The main challenges for evangelism expressed were around the:
Fear of evangelising and the lack of priority / interest / equipping
Negative reputation of the church and the hostility toward Christianity in community
Lack of relationships with neighbours and non-Christians
Consumer culture

The main opportunities for evangelism expressed were:
Friendship evangelism – outside church – sharing authentic daily life with people and being there when need arises, listening
Online/ New Tech – embracing online platforms for some who may not or cannot come to a church and new technology to connect with younger generations

Resources the BUV Support Hub could equip you with in this area?
Evangelism training and equipping – how to share
Provide relevant words – how to communicate
Share stories and resources about ways we can be in community?
Grants for projects
Discounted training
Package video resources eg.

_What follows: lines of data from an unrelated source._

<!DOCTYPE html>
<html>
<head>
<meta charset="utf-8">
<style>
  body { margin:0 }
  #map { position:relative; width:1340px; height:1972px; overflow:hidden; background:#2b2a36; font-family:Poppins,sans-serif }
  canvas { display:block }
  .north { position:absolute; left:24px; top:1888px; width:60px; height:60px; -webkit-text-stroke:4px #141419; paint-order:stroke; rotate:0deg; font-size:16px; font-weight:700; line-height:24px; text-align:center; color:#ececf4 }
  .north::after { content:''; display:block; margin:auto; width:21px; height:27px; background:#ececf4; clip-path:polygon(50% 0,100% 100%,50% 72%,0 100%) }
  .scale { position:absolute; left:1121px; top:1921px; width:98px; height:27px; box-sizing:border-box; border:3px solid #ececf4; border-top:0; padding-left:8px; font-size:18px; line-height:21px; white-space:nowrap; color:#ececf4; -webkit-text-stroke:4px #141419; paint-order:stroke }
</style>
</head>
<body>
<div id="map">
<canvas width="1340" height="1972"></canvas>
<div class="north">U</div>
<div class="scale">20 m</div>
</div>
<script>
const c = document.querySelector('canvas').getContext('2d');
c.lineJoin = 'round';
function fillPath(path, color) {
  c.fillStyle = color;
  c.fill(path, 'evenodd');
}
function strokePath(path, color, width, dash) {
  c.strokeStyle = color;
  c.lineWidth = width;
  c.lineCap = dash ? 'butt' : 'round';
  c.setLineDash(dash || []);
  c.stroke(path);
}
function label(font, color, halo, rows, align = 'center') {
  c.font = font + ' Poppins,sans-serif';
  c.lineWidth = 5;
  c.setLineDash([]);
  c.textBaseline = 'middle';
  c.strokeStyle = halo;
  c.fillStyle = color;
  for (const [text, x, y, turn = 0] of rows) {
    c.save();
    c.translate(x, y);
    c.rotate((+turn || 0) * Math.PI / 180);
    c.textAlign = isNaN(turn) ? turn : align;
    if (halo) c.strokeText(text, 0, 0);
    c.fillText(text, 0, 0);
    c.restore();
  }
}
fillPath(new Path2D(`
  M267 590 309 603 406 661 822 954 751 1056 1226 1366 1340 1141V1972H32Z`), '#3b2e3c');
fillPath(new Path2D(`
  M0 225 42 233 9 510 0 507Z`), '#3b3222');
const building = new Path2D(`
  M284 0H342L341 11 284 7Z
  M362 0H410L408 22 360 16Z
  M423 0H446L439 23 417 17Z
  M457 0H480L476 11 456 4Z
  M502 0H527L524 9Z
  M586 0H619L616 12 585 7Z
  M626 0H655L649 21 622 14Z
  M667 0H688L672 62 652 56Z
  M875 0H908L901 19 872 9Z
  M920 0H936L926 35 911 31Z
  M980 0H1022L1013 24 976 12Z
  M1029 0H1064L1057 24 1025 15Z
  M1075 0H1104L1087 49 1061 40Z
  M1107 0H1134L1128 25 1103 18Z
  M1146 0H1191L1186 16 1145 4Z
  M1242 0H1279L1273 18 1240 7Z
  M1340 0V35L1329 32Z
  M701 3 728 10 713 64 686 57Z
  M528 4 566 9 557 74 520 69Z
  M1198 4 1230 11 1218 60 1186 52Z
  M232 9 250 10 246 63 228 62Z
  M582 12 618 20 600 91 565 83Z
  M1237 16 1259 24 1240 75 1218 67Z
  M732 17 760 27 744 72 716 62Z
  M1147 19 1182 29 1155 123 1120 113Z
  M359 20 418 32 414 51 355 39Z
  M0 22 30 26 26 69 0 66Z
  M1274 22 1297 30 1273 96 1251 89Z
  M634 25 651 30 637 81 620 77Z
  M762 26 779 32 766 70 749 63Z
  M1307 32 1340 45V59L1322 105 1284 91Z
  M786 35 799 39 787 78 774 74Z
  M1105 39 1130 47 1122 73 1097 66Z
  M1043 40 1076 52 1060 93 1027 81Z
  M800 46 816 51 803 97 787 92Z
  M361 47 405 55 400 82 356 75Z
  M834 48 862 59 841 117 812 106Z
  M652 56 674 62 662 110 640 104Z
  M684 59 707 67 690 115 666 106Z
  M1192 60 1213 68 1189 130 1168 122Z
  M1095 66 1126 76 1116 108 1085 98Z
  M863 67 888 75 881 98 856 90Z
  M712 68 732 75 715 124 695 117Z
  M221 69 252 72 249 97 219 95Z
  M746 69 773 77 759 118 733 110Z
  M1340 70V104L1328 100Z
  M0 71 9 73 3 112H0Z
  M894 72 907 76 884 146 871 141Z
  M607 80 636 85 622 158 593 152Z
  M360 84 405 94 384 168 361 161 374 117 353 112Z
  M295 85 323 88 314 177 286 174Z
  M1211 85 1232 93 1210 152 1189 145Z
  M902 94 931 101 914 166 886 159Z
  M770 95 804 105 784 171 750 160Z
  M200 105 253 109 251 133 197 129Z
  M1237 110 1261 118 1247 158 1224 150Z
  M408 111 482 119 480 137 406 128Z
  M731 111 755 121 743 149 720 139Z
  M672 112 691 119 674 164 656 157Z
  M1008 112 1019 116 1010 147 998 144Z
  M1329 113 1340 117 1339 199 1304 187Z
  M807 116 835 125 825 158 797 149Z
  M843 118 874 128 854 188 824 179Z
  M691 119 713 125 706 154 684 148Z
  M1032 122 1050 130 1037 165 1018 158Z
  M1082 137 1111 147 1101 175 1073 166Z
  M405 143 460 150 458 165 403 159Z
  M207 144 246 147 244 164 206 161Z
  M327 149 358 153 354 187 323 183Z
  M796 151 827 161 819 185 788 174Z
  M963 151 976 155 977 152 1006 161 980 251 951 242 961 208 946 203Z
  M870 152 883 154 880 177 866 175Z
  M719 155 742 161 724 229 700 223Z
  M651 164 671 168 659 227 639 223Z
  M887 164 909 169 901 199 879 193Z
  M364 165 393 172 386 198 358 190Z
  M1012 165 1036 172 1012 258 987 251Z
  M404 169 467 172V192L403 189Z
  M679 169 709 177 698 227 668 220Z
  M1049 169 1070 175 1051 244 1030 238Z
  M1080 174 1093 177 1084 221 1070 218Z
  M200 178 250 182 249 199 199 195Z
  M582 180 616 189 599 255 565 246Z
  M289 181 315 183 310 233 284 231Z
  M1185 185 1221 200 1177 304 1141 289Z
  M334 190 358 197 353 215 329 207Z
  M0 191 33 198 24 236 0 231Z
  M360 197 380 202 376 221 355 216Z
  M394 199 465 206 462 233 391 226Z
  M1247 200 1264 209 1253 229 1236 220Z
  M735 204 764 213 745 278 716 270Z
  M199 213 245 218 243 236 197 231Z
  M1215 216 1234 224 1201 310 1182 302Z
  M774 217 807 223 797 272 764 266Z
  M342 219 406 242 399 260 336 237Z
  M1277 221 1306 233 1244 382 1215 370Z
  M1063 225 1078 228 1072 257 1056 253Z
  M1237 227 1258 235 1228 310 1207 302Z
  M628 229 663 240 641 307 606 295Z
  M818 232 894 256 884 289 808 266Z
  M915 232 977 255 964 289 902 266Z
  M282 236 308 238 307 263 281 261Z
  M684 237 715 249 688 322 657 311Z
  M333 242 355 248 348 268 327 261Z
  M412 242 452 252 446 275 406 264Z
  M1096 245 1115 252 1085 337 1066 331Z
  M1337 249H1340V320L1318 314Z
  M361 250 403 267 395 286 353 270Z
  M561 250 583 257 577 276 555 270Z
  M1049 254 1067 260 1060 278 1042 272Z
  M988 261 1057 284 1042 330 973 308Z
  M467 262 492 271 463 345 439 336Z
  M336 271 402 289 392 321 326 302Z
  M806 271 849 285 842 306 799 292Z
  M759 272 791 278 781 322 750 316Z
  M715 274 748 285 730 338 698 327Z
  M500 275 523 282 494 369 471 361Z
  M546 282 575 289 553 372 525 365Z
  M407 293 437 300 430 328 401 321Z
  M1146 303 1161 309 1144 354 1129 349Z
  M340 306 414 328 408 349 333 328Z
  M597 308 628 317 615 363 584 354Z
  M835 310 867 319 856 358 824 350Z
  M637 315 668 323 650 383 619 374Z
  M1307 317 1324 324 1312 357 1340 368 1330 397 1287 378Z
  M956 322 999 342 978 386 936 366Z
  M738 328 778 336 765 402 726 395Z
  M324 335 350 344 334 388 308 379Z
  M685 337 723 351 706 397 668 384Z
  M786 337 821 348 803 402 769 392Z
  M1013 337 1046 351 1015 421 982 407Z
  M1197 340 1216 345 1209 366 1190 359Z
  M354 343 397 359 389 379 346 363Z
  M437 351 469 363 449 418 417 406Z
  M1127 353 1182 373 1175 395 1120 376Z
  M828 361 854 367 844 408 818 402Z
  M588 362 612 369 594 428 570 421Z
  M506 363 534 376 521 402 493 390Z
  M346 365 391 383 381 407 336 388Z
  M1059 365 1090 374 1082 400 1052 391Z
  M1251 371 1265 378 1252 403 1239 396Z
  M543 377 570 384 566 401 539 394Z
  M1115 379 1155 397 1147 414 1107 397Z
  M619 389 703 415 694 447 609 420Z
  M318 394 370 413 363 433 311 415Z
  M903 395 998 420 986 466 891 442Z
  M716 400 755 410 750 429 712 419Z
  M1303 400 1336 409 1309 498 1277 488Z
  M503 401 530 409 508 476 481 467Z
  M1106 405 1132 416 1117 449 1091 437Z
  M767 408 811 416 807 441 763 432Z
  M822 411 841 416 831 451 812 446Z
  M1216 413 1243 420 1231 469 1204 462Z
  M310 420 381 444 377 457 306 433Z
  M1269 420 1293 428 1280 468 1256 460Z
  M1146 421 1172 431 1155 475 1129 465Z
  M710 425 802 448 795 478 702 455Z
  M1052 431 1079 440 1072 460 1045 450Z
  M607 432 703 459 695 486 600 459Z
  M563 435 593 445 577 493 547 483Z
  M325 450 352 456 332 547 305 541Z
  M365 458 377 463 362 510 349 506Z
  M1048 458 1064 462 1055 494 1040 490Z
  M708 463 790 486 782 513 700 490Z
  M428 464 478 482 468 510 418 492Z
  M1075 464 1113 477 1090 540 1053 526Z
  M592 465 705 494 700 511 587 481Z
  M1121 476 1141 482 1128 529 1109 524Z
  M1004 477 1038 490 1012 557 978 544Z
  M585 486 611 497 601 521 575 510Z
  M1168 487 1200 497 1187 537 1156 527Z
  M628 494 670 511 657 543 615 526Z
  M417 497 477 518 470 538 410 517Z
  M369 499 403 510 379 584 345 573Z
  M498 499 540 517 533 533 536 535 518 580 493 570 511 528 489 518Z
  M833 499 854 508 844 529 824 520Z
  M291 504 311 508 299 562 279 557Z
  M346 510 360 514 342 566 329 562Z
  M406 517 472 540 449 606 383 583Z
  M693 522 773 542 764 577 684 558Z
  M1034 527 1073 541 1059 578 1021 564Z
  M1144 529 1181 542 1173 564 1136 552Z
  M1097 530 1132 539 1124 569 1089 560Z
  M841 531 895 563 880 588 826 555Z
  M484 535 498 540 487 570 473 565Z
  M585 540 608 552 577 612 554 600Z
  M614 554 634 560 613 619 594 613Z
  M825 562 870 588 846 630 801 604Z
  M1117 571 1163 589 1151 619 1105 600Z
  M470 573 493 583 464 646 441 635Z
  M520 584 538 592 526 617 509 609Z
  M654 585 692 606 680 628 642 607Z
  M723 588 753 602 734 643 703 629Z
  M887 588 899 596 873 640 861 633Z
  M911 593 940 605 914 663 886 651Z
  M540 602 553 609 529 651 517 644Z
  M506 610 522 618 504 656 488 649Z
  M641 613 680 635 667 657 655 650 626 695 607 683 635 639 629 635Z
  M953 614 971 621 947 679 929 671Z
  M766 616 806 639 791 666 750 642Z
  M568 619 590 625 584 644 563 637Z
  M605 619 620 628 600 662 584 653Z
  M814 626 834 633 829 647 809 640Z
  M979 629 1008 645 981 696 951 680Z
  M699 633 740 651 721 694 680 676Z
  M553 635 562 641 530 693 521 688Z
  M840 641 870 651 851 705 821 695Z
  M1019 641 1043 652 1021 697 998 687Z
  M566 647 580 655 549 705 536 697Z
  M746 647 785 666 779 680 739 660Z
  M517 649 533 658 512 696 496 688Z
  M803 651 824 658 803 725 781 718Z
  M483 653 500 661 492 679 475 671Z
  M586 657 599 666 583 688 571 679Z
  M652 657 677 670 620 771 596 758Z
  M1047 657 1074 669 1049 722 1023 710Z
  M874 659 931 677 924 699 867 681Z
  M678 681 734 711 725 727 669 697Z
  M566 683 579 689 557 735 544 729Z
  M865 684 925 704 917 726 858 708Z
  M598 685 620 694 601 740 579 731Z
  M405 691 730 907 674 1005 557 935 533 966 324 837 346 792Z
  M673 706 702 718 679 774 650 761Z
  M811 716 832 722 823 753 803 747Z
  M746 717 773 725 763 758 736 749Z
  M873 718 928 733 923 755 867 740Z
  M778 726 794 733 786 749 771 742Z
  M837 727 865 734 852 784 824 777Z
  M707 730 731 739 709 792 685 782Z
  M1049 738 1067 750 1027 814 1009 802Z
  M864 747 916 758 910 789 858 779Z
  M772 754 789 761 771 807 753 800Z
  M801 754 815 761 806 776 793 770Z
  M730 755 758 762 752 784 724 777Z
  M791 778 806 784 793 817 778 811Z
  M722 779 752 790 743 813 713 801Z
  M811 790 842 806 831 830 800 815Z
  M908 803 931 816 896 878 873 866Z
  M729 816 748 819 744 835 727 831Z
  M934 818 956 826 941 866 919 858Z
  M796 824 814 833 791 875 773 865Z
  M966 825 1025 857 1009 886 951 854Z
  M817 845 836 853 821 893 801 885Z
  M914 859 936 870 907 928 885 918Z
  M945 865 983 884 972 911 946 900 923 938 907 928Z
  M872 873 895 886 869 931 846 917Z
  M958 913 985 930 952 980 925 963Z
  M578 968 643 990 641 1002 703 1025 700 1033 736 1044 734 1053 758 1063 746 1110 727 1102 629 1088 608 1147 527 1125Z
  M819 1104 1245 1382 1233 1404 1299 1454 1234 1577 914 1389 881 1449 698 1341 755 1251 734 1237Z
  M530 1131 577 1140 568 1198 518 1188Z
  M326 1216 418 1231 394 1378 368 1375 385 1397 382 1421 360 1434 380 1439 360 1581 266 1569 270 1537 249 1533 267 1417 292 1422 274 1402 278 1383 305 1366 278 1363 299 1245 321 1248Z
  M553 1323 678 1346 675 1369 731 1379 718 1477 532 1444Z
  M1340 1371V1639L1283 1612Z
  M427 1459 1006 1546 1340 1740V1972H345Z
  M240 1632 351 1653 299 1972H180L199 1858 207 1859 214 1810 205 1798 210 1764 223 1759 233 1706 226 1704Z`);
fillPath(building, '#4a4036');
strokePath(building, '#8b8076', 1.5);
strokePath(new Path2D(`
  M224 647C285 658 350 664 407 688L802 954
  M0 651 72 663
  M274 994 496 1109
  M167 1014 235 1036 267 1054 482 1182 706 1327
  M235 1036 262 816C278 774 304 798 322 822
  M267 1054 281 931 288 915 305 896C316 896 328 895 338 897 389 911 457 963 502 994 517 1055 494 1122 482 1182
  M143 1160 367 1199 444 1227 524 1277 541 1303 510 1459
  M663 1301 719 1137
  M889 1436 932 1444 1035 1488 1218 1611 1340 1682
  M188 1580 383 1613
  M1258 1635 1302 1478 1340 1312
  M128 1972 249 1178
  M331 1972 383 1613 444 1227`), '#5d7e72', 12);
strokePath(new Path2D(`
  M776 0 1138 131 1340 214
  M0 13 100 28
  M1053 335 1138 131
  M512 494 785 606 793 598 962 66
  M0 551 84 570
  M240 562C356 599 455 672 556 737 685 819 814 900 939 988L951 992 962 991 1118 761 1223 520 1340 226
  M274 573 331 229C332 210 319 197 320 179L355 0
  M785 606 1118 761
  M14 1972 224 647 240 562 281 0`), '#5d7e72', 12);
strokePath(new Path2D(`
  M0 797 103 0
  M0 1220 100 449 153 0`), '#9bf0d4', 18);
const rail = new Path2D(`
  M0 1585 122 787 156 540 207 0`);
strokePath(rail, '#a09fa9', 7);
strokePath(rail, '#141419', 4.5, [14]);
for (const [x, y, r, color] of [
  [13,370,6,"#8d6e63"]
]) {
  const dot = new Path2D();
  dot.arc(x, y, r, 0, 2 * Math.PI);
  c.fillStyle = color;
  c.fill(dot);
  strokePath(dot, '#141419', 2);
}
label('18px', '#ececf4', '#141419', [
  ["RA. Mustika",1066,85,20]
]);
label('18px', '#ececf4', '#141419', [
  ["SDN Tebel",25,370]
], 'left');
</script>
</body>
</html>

BLESS, etc

5. External Community Pain Points

“A sense of fear prevails in some places, as well as a sense of bunkering down and sticking too close family and friends. The world’s a less friendly place, scammers, drugs, inflation are all
having an impact in society, particularly after long periods of isolation and disconnection post-Covid lockdowns. I think people have
become more insular, less trusting; compounded by the fear of
inflation and what lies ahead financially.”

What could people of faith do to increase joy fun and connection for people in community?
Provide mental health services that are accessible and affordable without long waiting list times, free or low cost place for people to meet and engage with each other. Helping the vulnerable with food / medical deliveries, anonymously so they don’t feel embarrassed. Help people to help other people.